In a new study, Merck’s COVID-19 tablet was found to be much less effective

In a new study, Merck’s COVID-19 tablet was found to be much less effective

Merck & Co said on Friday that new data from a study of its experimental COVID-19 tablet indicated the medicine was much less effective than previously reported in reducing hospitalizations and deaths.

Based on data from 1,433 patients, the company claims that their medication reduced hospitalizations and deaths by 30%. Based on data from 775 patients, the company announced in October that it had a 50 percent effectiveness rate. Molnupiravir was created in collaboration with Ridgeback Biotherapeutics.

Merck’s drug’s decreased efficacy might have a significant impact on whether governments continue to acquire it. In the Pfizer Inc. trial for its investigational tablet, Paxlovid, interim results from 1,200 participants indicated an 89 percent reduction in hospitalizations and fatalities.

In early trading, Merck’s shares slipped 3.5 percent to $79.39.

Merck made the information public before the US Food and Drug Administration published a batch of documents on Friday to inform a panel of outside experts who will meet on Tuesday to decide whether to recommend licencing the medication.

The staff of the FDA did not make a recommendation on whether or not the pill should be approved.

The FDA urged the panel to consider whether the drug’s advantages outweigh the risks, as well as whether the population for whom it should be approved should be limited.

They also asked the committee to comment on concerns about the drug’s potential to cause the virus to evolve, as well as how such issues could be resolved.
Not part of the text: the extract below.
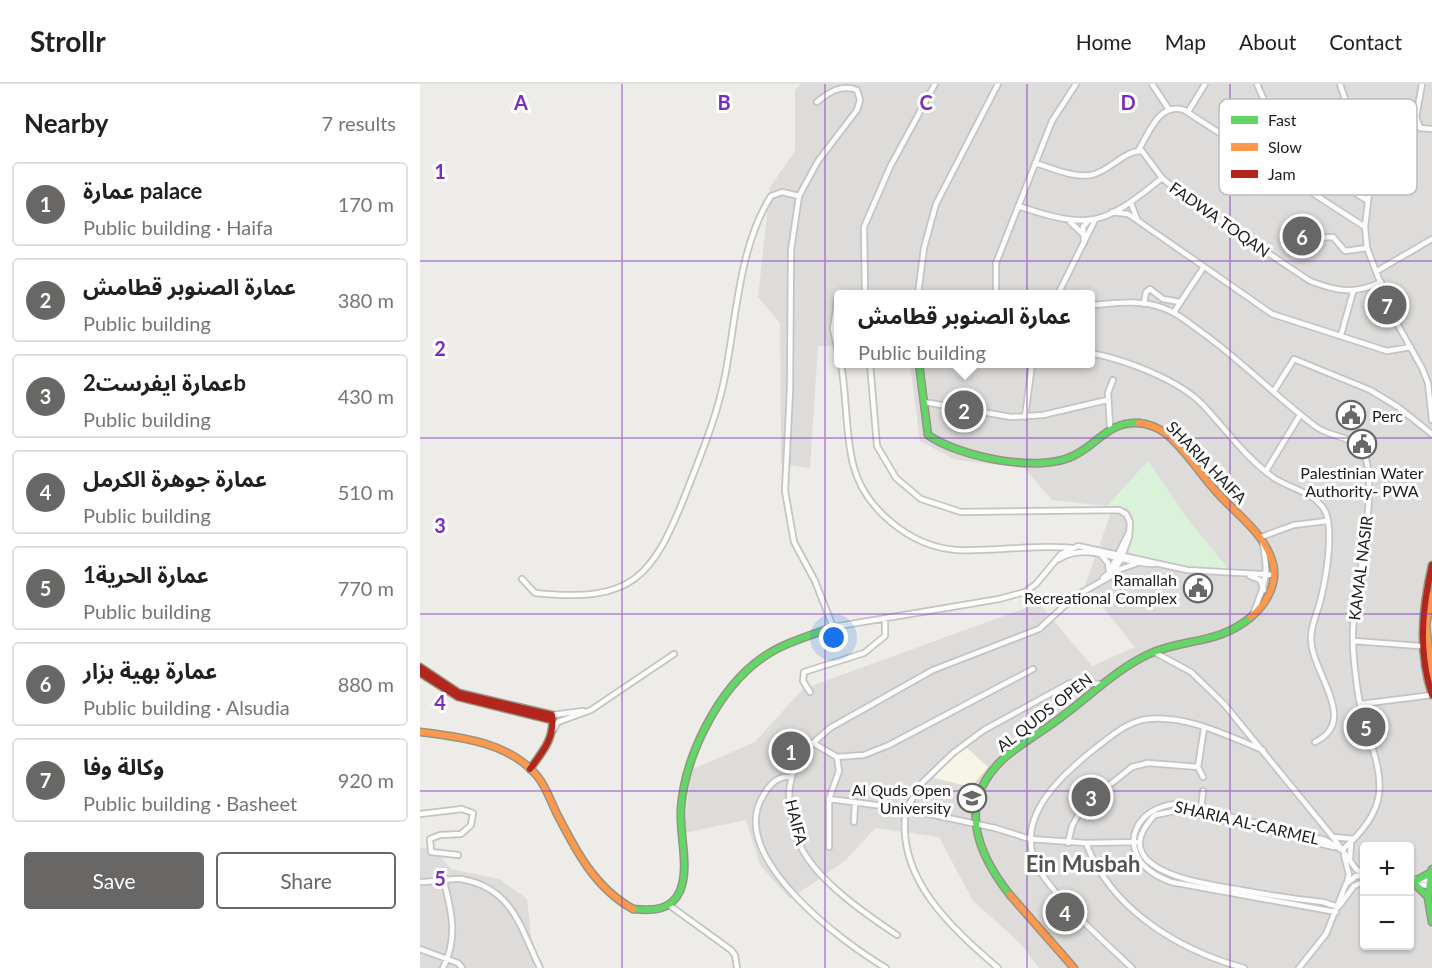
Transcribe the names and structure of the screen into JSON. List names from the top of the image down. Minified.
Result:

Treatment that is less difficult

Existing treatment options such as Regeneron and Eli Lilly’s antibody treatments, which are generally provided as intravenous infusions, are more expensive to make and administer than Merck and Pfizer’s pills.

The mechanisms of action of the two investigational medicines are very different. Merck’s is designed to cause faults in the virus’s genetic code. Pfizer’s medication, a protease inhibitor, is designed to prevent the coronavirus from multiplying by blocking an enzyme it requires.
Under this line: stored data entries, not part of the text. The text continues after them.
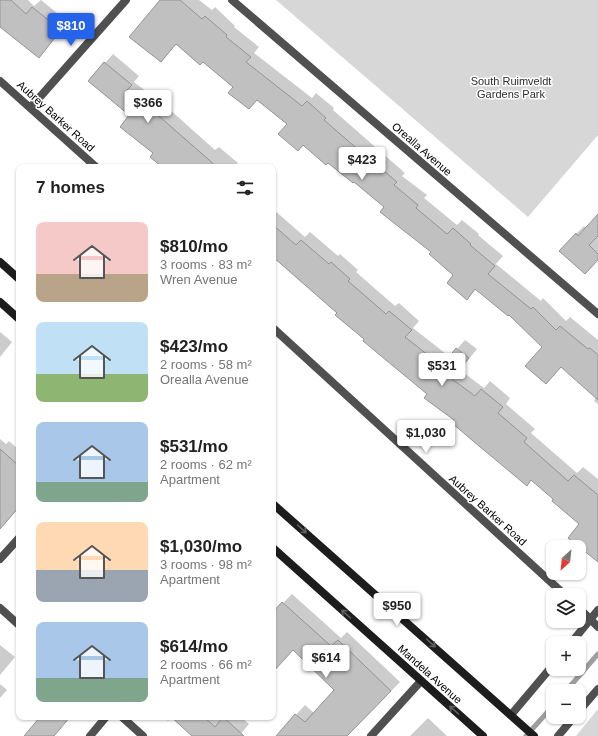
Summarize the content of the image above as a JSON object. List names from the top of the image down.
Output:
{
  "streets": {
    "main road": ["Mandela Avenue"],
    "street": ["Aubrey Barker Road", "Orealla Avenue"]
  },
  "parks": ["South Ruimveldt Gardens Park"],
  "north": "bottom left",
  "page": {
    "price": [
      "$810",
      "$366",
      "$423",
      "$531",
      "$1,030",
      "$950",
      "$614"
    ],
    "heading": "7 homes",
    "list": [
      {
        "name": "$810/mo",
        "note": "3 rooms · 83 m² · Wren Avenue"
      },
      {
        "name": "$423/mo",
        "note": "2 rooms · 58 m² · Orealla Avenue"
      },
      {
        "name": "$531/mo",
        "note": "2 rooms · 62 m² · Apartment"
      },
      {
        "name": "$1,030/mo",
        "note": "3 rooms · 98 m² · Apartment"
      },
      {
        "name": "$614/mo",
        "note": "2 rooms · 66 m² · Apartment"
      }
    ],
    "map_buttons": ["+", "−"]
  }
}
Following the interim data, Merck filed for molnupiravir approval in the United States on Oct. 11 and submitted new data to the FDA this week.

According to the latest statistics, the molnupiravir arm of the research had a hospitalisation and death rate of 6.8%. A 9.7% hospitalisation and death rate was seen in the placebo group.

In the molnupiravir group, one patient died compared to nine in the placebo group.

Earlier last month, the United Kingdom granted conditional approval to molnupiravir, marketed as Lagevrio.

Merck aims to produce 10 million treatment courses by the end of this year, with at least 20 million by 2022. It has a deal with the United States government to provide up to 5 million courses for $700 each. Millions of pill courses have already been secured in a number of other nations.

Merck says that data shows molnupiravir does not cause genetic changes in human cells, however males who participated in the trials had to agree to refrain from heterosexual intercourse or use contraception. Birth control was also required for women of childbearing age.

Nonetheless, the FDA stated in its briefing document that there are safety concerns about the medicine’s potential to cause birth malformations, and that the panel should examine whether the drug should be given to pregnant women.